The Roman Catholic Diocese of Fushun (, ) is a suffragan Latin diocese in the Ecclesiastical province of the metropolitan of Shenyang 瀋陽 in PR China.

Its cathedral episcopal see is a Cathedral of St. Joseph, located in the city of Fushun.

History 
 Established on February 4, 1932 as the Apostolic Prefecture of Fushun 撫順, on territory split off from the Apostolic Vicariate of Shenyang 瀋陽
 Promoted on February 13, 1940 as Apostolic Vicariate of Fushun 撫順
 April 11, 1946: Promoted as Diocese of Fushun 撫順, ending its missionary exempt, pre-dicoesan status, yet it still depends on the missionary Roman Congregation for the Evangelization of Peoples.

Ordinaries 
(all Roman Rite)

Apostolic Prefect of Fushun 撫順 
 Fr. Raymond Aloysius Lane, M.M. (April 14, 1932 – February 13, 1940 see below)

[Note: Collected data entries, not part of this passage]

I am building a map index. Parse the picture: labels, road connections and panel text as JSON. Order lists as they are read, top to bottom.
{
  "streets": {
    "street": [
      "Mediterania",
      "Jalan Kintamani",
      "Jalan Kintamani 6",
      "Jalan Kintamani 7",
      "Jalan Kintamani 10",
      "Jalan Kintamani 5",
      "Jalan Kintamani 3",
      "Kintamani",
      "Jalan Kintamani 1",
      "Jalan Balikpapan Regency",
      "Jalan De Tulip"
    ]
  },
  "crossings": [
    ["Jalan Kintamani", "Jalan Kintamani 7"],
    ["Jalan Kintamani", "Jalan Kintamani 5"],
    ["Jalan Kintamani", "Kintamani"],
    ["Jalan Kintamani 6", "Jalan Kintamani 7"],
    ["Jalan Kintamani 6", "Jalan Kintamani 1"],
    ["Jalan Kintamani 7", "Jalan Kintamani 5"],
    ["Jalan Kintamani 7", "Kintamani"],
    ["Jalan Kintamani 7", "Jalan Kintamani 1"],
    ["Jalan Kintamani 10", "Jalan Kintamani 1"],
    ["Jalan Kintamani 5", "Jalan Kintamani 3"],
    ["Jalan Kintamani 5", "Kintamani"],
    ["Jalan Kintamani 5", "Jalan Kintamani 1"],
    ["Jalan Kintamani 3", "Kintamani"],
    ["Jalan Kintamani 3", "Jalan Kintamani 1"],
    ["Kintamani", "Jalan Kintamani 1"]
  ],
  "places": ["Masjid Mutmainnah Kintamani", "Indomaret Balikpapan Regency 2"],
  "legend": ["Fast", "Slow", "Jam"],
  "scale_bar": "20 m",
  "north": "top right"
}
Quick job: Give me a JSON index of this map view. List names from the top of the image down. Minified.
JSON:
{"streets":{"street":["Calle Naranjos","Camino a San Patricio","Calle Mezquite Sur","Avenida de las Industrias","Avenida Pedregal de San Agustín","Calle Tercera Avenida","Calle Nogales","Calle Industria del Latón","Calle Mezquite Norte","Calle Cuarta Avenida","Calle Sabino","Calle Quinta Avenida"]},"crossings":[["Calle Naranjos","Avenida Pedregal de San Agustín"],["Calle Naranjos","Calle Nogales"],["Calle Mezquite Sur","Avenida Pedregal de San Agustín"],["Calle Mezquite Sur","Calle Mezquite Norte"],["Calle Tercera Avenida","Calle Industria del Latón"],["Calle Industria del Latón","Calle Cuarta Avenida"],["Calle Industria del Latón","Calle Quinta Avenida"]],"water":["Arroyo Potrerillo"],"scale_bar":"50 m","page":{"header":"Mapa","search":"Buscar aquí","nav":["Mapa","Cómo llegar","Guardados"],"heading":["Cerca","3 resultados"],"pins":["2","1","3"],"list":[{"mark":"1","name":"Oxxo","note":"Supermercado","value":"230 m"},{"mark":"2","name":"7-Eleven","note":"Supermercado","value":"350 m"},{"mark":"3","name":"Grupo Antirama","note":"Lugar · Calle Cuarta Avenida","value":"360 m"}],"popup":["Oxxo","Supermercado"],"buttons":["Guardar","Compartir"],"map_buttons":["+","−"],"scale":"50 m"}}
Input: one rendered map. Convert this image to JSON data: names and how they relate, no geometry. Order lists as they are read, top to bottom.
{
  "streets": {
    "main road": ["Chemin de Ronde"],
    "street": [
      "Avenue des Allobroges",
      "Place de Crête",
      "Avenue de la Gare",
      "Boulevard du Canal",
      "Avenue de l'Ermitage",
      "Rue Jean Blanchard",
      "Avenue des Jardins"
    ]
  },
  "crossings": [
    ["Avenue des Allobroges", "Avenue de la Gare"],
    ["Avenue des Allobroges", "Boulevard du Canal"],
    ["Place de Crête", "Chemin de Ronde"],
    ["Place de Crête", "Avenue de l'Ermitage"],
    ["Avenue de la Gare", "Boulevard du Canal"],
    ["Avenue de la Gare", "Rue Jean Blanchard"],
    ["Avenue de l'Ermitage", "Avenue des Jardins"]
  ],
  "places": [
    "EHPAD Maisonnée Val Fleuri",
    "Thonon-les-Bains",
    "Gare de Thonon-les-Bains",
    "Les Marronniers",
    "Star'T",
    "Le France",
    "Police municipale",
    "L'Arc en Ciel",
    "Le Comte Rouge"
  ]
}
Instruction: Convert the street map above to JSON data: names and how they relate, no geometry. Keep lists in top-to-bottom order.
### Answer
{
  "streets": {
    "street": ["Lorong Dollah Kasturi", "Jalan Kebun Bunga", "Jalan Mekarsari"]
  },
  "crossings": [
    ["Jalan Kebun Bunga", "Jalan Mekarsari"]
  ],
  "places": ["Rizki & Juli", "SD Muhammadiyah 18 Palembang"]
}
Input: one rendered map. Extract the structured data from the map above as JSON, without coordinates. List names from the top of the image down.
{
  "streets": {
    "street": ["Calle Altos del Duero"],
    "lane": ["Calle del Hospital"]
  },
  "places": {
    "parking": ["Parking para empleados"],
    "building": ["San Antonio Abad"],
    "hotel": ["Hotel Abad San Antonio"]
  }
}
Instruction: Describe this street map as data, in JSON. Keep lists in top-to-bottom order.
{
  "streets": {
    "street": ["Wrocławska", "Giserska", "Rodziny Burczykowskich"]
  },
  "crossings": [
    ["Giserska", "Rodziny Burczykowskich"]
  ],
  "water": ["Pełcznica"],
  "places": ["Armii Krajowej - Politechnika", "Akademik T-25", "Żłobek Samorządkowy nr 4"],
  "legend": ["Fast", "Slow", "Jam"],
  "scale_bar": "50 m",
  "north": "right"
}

Apostolic Vicar of Fushun 撫順 
 Raymond Aloysius Lane, M.M. (see above February 13, 1940 – April 11, 1946 see below), Titular Bishop of Hypæpa (1940.02.13 – 1946.04.11)

Suffragan Bishops of Fushun 撫順 
 Raymond Aloysius Lane, M.M. (see above April 11, 1946 – August 7, 1946); later Superior General of Catholic Foreign Mission Society of America (Maryknoll Fathers) (1946.08.07 – retired 1956.08.06)
 ''Vacant since 7 August 1946, without Apostolic Administrator.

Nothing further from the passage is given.